等待總是難熬的,尤其是我跪在地上,實在不好受。但上頭兩位正主似乎未有讓我起來的意思,縱然我自覺好像沒犯罪,也不得不委委屈屈地跪在地上。若是此事成功,我委屈片刻,也算是值得了。

殿裏一時安靜。

人們通常有一種心理,若是很容易做成一件事,要麽對結果不屑一顧,要麽總覺得不真實。非得歷盡千辛萬苦不可,才覺得充實。

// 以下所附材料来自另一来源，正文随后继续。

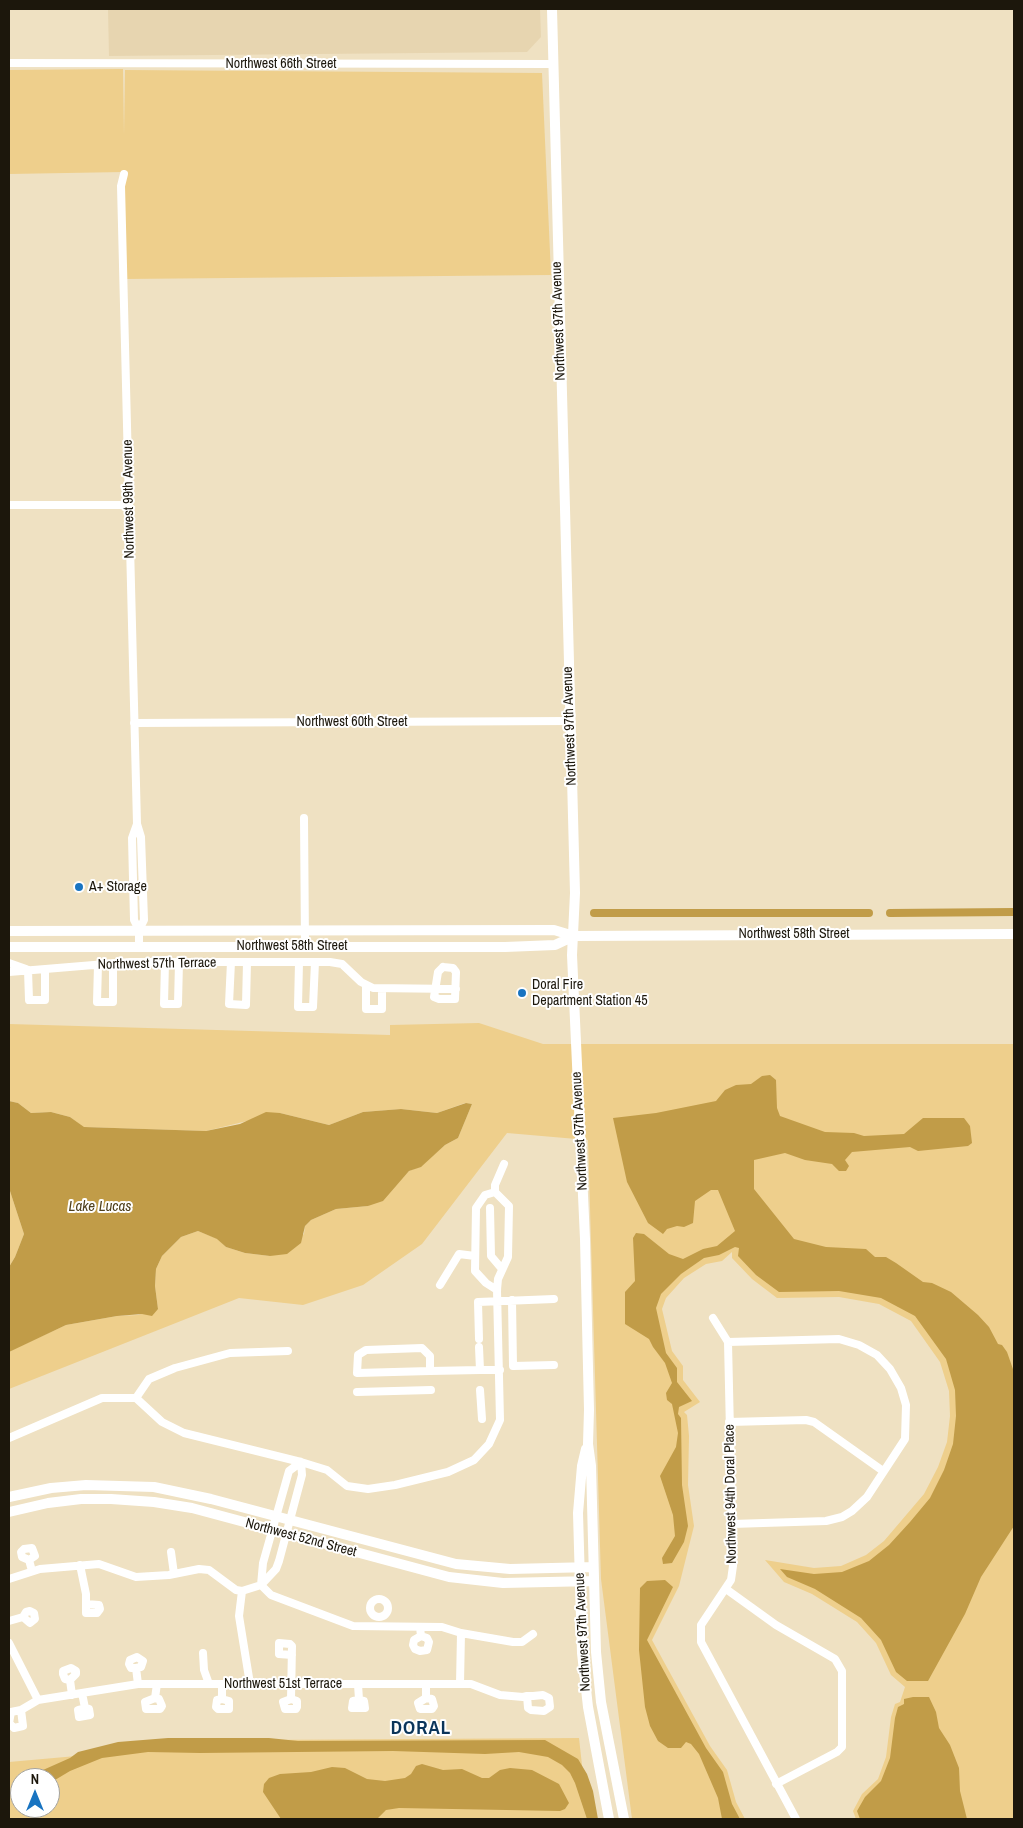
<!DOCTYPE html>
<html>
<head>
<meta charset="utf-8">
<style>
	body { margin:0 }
	#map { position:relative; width:1023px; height:1828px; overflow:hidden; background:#efe1c2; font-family:"Archivo Narrow",sans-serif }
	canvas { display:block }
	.frame { position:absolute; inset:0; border:10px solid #1c170c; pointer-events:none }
	.north { position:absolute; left:10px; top:1768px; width:50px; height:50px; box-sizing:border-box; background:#fff; border:1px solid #a4a29e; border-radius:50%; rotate:0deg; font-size:14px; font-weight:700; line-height:20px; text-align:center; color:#1c170c }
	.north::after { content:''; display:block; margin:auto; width:18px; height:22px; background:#1974c1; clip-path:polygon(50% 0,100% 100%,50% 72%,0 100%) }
</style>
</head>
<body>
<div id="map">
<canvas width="1023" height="1828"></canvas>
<div class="frame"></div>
<div class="north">N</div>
</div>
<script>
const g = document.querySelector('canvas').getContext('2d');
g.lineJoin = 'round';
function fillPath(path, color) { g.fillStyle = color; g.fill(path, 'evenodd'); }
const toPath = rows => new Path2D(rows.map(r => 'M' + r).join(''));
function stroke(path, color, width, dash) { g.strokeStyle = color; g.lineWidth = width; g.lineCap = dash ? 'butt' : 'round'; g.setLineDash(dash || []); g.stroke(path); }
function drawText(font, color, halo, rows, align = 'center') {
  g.font = font + ' "Archivo Narrow",sans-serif'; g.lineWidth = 4; g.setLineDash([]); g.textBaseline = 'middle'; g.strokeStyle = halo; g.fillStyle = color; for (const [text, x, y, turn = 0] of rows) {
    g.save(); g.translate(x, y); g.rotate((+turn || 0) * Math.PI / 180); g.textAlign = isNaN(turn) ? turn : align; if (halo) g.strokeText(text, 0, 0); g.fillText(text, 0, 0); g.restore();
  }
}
fillPath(toPath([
	[108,9,540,9,541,37,527,52,109,56]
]), '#e7d5b0');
fillPath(toPath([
	[123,69,124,135,125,70,542,73,551,275,123,279,124,172,9,174,9,70],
	[479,1023,543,1044,1014,1044,1014,1819,856,1819,853,1811,862,1794,878,1779,886,1757,891,1717,895,1704,900,1702,905,1687,891,1675,876,1643,857,1622,812,1594,784,1582,765,1560,814,1568,841,1566,866,1555,884,1541,924,1494,938,1467,947,1442,950,1416,949,1391,940,1362,911,1321,879,1304,839,1297,777,1298,752,1279,732,1258,732,1252,722,1261,706,1264,684,1278,666,1298,662,1309,672,1351,683,1366,683,1380,700,1402,684,1412,687,1415,689,1436,688,1485,694,1526,679,1586,652,1640,710,1746,727,1770,736,1802,745,1819,632,1819,601,1579,588,1140,507,1133,422,1244,363,1285,303,1305,239,1298,9,1389,9,1352,14,1349,66,1325,117,1316,138,1315,158,1309,155,1286,156,1269,162,1256,181,1237,198,1231,218,1239,226,1247,245,1253,270,1256,304,1234,305,1226,311,1220,336,1209,368,1206,393,1188,409,1171,421,1166,445,1145,458,1138,472,1104,465,1103,437,1113,401,1109,363,1112,329,1125,280,1113,206,1131,83,1127,70,1117,51,1112,31,1113,18,1103,9,1101,9,1024,390,1035,390,1025],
	[9,1188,24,1234,15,1257,9,1267],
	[579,1738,588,1819,9,1819,9,1762,256,1740],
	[20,1778,50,1778,50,1808,20,1808]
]), '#eecf8c');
fillPath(toPath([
	[770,1075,776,1080,777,1108,780,1116,825,1132,854,1133,864,1136,904,1134,923,1118,964,1118,970,1126,972,1143,968,1146,918,1151,910,1147,852,1152,845,1160,849,1166,846,1171,839,1171,832,1164,805,1160,785,1153,754,1160,754,1189,794,1239,826,1247,866,1249,875,1257,886,1257,896,1263,923,1282,932,1283,951,1292,978,1315,989,1327,998,1344,1002,1345,1007,1352,1014,1372,1014,1526,981,1577,965,1614,928,1681,907,1681,896,1672,881,1640,861,1618,815,1589,787,1577,780,1569,814,1574,842,1572,869,1561,889,1545,910,1522,930,1498,944,1470,953,1444,956,1416,955,1390,946,1359,915,1316,881,1298,839,1291,779,1292,756,1275,738,1256,739,1248,735,1247,719,1255,704,1258,681,1274,661,1294,656,1308,666,1353,677,1368,677,1382,692,1401,679,1407,678,1414,681,1418,682,1485,688,1526,684,1542,672,1563,663,1564,662,1558,675,1536,673,1515,660,1476,676,1447,678,1433,672,1404,667,1400,666,1393,672,1383,665,1363,653,1347,649,1339,625,1324,625,1292,635,1281,633,1238,636,1233,644,1234,669,1254,683,1259,703,1249,717,1246,735,1231,718,1190,711,1190,695,1201,693,1223,684,1227,677,1226,667,1229,663,1234,648,1223,627,1182,613,1118,656,1113,716,1101,725,1090,736,1085,751,1084,762,1076],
	[9,1101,18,1103,31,1113,51,1112,70,1117,84,1127,206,1131,240,1124,266,1112,280,1113,329,1125,363,1112,401,1109,437,1113,466,1103,472,1104,458,1138,445,1145,421,1167,409,1171,383,1201,368,1206,336,1209,311,1220,305,1226,301,1243,287,1254,270,1256,245,1253,226,1247,217,1239,198,1231,181,1237,162,1256,156,1269,155,1286,158,1309,152,1316,142,1314,117,1316,66,1325,9,1352,9,1267,15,1257,24,1234,9,1188],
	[665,1580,673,1587,647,1640,706,1748,723,1772,732,1804,740,1819,722,1819,718,1798,699,1754,691,1744,686,1742,681,1748,668,1748,658,1741,650,1726,645,1707,639,1650,640,1588,647,1581],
	[913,1697,929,1697,936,1712,939,1728,950,1745,959,1768,960,1791,967,1819,860,1819,857,1811,865,1797,881,1781,890,1758,895,1718,898,1707,904,1704,904,1699],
	[269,1738,298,1741,545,1740,578,1759,587,1774,593,1791,598,1819,587,1819,575,1783,570,1773,562,1765,548,1757,519,1752,485,1754,393,1751,200,1753,148,1752,102,1758,70,1771,50,1783,50,1778,25,1778,70,1758,78,1752,118,1742,168,1738],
	[422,1764,443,1770,462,1769,482,1778,489,1778,500,1770,510,1768,532,1770,559,1784,569,1803,565,1809,560,1811,399,1808,386,1810,377,1819,281,1819,263,1792,264,1784,269,1778,280,1774,311,1772,332,1767,345,1768,367,1779,385,1781,405,1778,411,1774,416,1766]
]), '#c19c48');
stroke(toPath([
	[594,913,869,913],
	[890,913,1014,912]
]), '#c19c48', 8);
stroke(toPath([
	[9,63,553,64],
	[124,174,121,186,137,824,141,837,144,920,139,930],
	[9,505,129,505],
	[134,723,570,721],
	[304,818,305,945],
	[137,824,132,838,134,920,139,930,139,947],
	[165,962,164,1004,178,1004,179,962],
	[231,962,229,1004,246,1005,247,962],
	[299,962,298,1007,313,1007,315,962],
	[9,963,26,969],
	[98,965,97,1002,113,1002,113,963],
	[443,967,453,968,456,972,455,999,439,999,434,997,438,972,443,967],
	[28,970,29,1000,45,1000,45,970],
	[9,972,130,962,330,962,342,964,361,982,373,988,456,989],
	[366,986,366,1009,382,1009,382,989],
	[490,1208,491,1256,502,1269],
	[440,1285,459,1254,475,1256],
	[497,1290,486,1283,475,1271,476,1208,485,1195,495,1192,495,1185,504,1164],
	[512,1300,513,1366,554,1365],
	[713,1318,728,1342,733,1566,731,1580,701,1625,701,1642,796,1819],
	[479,1339,478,1302,554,1299],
	[728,1342,839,1339,859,1345,877,1355,890,1369,901,1388,906,1405,905,1439,867,1497,852,1511,842,1517,826,1521,732,1524],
	[480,1370,500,1370],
	[430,1371,430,1356,422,1348,366,1350,358,1355,357,1373,430,1371,480,1370,479,1347],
	[480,1390,482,1419],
	[357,1392,431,1390],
	[136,1398,149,1379,175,1368,230,1353,288,1351],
	[729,1422,806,1420,814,1422,883,1471],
	[9,1438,102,1398,136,1398,162,1422,184,1433,301,1462,327,1470,347,1486,368,1489,395,1485,448,1472,474,1460,489,1444,500,1420,497,1290,498,1279,508,1257,509,1206,495,1192],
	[171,1552,174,1574],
	[29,1560,35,1556,32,1548,24,1549,21,1552,22,1557,29,1560,32,1571],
	[80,1565,86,1594,86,1613,97,1613,100,1609,99,1605,86,1604],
	[9,1579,40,1569,99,1564,136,1577,169,1575,199,1569,209,1570,236,1590,242,1591,261,1585,271,1595,353,1626,442,1627,461,1633,513,1642,522,1642,533,1634],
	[261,1585,263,1563,289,1471,301,1462],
	[261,1585,276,1569,279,1561,302,1475,301,1462],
	[726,1589,776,1625,835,1659,842,1671,842,1747,837,1752,776,1784],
	[242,1591,239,1616,250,1684],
	'370 1608a9 9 0 1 1 18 0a9 9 0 1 1-18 0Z',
	[9,1621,23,1617,26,1612,30,1611,34,1613,35,1619,30,1623,23,1617],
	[420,1627,421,1636,414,1640,413,1645,415,1649,420,1651,427,1650,429,1642,427,1638,421,1636],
	[9,1643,38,1700],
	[203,1653,204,1670,209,1684],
	[136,1668,131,1668,129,1664,130,1660,137,1657,143,1661,141,1667,136,1668,138,1684],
	[70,1680,65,1679,63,1674,63,1671,71,1668,76,1671,76,1674,70,1680,72,1695],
	[222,1684,222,1699,229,1701,229,1709,218,1709,216,1707,217,1700,222,1699],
	[358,1684,359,1700,364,1701,365,1708,352,1708,353,1701,359,1700],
	[426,1684,426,1698,432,1699,434,1706,432,1709,420,1709,418,1703,426,1698],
	[460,1684,461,1633],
	[82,1693,85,1708,89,1709,90,1715,79,1717,78,1710,85,1708],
	[155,1698,145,1702,146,1709,160,1709,162,1706,159,1699,155,1698,157,1684],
	[291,1699,283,1702,285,1709,296,1709,297,1707,297,1701,291,1699,292,1646,290,1644,279,1643,279,1654,292,1655],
	[21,1710,11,1712,9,1723,14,1728,23,1726,21,1710,38,1700,138,1684,471,1684,500,1695,523,1697,527,1696,533,1696,543,1695,549,1698,550,1707,544,1711,531,1710,528,1708,527,1696]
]), '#fff', 8);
stroke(toPath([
	[552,9,575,893,572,955,585,1239,589,1410,588,1444,591,1466,596,1652,601,1702,624,1819],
	[9,931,554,930,574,936,1014,934],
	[9,947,505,947,555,945,574,936],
	[586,1449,582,1466,578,1513,582,1653,588,1707,609,1819],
	[9,1497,51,1488,86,1485,154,1487,211,1499,456,1564,510,1569,593,1567],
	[9,1512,48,1503,81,1499,111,1499,154,1502,192,1508,449,1577,503,1583,594,1581]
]), '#fff', 10);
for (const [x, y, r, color] of [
	[79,887,5,"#1974c1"],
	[522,993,5,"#1974c1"]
]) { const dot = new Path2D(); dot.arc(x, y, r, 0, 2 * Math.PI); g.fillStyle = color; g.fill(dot); stroke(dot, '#fff', 2); }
drawText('14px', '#1c170c', '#fff', [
	["Northwest 66th Street",281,64],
	["Northwest 97th Avenue",559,321,-92],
	["Northwest 99th Avenue",129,499,-91],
	["Northwest 60th Street",352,722],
	["Northwest 97th Avenue",570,726,-92],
	["Northwest 58th Street",794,934],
	["Northwest 58th Street",292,946],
	["Northwest 57th Terrace",157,964,-1],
	["Northwest 97th Avenue",580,1131,-93],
	["Northwest 94th Doral Place",731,1494,-91],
	["Northwest 52nd Street",301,1538,15],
	["Northwest 97th Avenue",583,1632,-93],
	["Northwest 51st Terrace",283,1684]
]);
drawText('14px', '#1c170c', '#fff', [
	["A+ Storage",89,887],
	["Doral Fire",532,985],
	["Department Station 45",532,1001]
], 'left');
drawText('italic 15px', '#50401d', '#fff', [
	["Lake Lucas",100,1207]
]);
g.letterSpacing = '1px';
drawText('bold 19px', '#0b355a', '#fff', [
	["DORAL",421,1729]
]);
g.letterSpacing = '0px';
</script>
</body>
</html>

現在我舒舒服服地躺自己家床上,卻覺得今日之事極不真實。

張太醫承認自己為湮嵐公主配一種能控制人心神的藥,彼都雖比較傲氣,但生死關頭也不得不順著湮嵐的話說。湮嵐以死相逼非彼都不嫁,成筠感慨十四公主的癡心行為,為其與彼都賜婚。這一切看似順利,我卻不得不疑心。太後從頭到尾沒有一點要從中作梗的意思。

難道她也覺得女兒一片癡心還是成全比較好?

難道她一手教出來的知書達理蕙質蘭心的女兒居然輕輕易易就嫁給了一個無名小子?

難道湮嵐不是應該做和親之用最不濟也要聯絡某勢力嗎

難道是我小人之心度母親之腹?

一切來得太順利,由不得我不懷疑。

我躺在床上,輾轉反側。

梨響見我苦惱,便安慰道:“是郡主你的計策萬無一失,所以才如此順利。”

這出戲的卻足夠說服人,然而在豪門貴族尤其是皇宮裏,證據根本不算什麽。物可以捏造,人可以收買。縱使證據確鑿,上位者握著生死之權,他說什麽是真的,什麽便是真的。指鹿為馬,自然有人附和。

我也算計了成筠的心意,讓他促成此事。然而太後,她居然沒有反對!這算什麽?我實在是不敢相信。縱使我覺得她沒有反對的機會,但老狐貍總該自己能尋找機會的。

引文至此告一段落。